Brief -
From the entries below, copy every line that holds the word "connections".

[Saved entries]
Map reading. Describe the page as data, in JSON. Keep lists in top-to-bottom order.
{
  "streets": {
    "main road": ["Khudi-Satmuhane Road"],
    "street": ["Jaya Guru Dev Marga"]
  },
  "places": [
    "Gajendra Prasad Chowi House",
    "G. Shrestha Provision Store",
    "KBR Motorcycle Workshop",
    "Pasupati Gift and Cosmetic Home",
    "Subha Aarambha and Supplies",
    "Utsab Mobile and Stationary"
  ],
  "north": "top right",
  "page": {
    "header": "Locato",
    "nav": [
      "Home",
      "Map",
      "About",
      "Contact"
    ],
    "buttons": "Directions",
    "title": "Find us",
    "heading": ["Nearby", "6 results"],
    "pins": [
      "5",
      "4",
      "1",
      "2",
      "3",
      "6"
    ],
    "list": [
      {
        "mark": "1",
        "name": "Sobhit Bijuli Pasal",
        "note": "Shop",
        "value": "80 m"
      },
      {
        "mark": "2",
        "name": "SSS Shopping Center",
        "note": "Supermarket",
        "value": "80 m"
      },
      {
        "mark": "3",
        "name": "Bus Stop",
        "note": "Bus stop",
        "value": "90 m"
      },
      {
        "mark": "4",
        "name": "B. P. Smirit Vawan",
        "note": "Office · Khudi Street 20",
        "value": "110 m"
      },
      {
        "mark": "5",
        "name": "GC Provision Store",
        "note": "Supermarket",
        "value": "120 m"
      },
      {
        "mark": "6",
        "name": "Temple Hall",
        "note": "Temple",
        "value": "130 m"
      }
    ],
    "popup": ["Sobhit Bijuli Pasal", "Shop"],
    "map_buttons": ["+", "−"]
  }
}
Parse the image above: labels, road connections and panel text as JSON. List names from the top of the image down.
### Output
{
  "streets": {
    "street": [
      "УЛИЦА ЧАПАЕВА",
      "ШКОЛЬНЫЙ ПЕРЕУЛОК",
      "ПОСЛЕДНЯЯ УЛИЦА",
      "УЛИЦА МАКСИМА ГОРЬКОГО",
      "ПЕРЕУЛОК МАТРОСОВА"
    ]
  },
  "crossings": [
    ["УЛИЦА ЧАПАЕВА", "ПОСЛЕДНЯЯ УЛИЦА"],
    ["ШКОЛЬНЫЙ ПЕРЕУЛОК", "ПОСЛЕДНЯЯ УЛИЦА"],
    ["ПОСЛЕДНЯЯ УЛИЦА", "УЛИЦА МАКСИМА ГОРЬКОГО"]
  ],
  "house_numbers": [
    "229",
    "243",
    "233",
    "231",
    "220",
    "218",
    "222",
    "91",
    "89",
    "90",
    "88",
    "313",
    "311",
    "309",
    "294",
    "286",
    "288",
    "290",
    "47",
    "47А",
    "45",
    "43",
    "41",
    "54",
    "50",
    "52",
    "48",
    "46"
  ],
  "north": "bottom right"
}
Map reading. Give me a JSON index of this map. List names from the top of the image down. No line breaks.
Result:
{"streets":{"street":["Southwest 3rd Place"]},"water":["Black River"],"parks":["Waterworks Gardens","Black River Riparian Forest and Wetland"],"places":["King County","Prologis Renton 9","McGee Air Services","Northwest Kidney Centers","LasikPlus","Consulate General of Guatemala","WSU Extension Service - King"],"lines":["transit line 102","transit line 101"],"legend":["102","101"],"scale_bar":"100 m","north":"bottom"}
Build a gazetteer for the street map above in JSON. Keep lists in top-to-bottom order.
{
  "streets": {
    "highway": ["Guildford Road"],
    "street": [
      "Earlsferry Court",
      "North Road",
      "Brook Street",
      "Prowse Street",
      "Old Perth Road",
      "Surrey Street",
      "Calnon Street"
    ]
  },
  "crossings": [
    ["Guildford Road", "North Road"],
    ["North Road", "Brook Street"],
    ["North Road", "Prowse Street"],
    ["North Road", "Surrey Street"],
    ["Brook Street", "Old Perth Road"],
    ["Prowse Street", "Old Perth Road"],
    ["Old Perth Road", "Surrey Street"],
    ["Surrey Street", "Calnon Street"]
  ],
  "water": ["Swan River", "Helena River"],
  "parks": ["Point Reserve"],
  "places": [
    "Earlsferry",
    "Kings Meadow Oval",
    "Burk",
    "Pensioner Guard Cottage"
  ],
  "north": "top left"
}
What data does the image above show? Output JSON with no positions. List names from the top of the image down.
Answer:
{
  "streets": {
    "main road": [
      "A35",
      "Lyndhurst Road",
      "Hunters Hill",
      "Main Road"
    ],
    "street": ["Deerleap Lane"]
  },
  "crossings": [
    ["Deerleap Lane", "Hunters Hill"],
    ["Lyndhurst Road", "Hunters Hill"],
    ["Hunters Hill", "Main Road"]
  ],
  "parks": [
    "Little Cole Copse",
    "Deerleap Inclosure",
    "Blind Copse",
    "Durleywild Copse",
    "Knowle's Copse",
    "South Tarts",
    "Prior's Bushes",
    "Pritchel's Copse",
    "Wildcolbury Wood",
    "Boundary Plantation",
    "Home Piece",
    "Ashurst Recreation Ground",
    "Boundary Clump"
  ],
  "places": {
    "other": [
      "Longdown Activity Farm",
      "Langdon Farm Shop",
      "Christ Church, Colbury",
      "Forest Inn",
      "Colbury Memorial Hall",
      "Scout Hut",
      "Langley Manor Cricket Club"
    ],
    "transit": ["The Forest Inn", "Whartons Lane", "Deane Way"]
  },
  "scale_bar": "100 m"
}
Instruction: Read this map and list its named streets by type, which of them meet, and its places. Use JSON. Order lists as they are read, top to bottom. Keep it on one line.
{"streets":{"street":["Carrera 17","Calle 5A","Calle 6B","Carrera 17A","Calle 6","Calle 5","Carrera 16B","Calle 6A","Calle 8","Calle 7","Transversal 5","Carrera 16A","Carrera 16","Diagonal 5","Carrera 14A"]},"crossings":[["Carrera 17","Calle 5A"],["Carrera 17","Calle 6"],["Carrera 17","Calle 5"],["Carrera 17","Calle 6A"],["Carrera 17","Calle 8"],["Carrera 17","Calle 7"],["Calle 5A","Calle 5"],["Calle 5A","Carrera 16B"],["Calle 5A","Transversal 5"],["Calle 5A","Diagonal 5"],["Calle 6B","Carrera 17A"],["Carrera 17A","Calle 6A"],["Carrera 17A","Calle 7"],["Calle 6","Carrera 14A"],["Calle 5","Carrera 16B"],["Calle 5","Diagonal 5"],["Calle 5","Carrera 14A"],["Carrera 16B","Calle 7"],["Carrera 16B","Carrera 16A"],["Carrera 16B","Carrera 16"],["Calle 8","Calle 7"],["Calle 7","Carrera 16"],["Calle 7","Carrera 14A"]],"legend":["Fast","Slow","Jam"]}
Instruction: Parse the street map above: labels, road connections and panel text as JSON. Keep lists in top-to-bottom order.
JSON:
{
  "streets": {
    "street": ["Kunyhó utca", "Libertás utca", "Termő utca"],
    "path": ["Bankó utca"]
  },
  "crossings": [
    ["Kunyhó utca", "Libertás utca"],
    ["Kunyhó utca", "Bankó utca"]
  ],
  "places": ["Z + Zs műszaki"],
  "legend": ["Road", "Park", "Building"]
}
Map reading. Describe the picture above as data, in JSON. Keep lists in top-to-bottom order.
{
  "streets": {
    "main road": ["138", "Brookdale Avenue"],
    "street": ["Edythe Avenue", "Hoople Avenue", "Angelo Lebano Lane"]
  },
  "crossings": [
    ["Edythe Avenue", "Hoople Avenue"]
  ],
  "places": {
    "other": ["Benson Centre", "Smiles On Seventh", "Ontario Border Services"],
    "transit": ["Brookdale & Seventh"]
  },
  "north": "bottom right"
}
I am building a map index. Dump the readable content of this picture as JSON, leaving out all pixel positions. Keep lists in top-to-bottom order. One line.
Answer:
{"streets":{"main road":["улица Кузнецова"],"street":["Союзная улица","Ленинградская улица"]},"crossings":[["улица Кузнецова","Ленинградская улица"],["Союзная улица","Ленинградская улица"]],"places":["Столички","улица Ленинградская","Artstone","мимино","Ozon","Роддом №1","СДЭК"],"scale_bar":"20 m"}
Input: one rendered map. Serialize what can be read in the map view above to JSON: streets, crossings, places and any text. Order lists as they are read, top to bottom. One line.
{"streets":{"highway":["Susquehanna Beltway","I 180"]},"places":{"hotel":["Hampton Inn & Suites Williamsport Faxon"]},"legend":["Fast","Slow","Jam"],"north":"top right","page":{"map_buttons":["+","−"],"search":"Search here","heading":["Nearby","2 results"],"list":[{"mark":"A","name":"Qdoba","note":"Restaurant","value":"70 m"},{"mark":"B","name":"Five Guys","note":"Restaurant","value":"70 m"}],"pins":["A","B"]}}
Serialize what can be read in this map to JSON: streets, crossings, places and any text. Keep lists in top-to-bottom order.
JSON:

Reply -
Parse the image above: labels, road connections and panel text as JSON. List names from the top of the image down.
Instruction: Parse the street map above: labels, road connections and panel text as JSON. Keep lists in top-to-bottom order.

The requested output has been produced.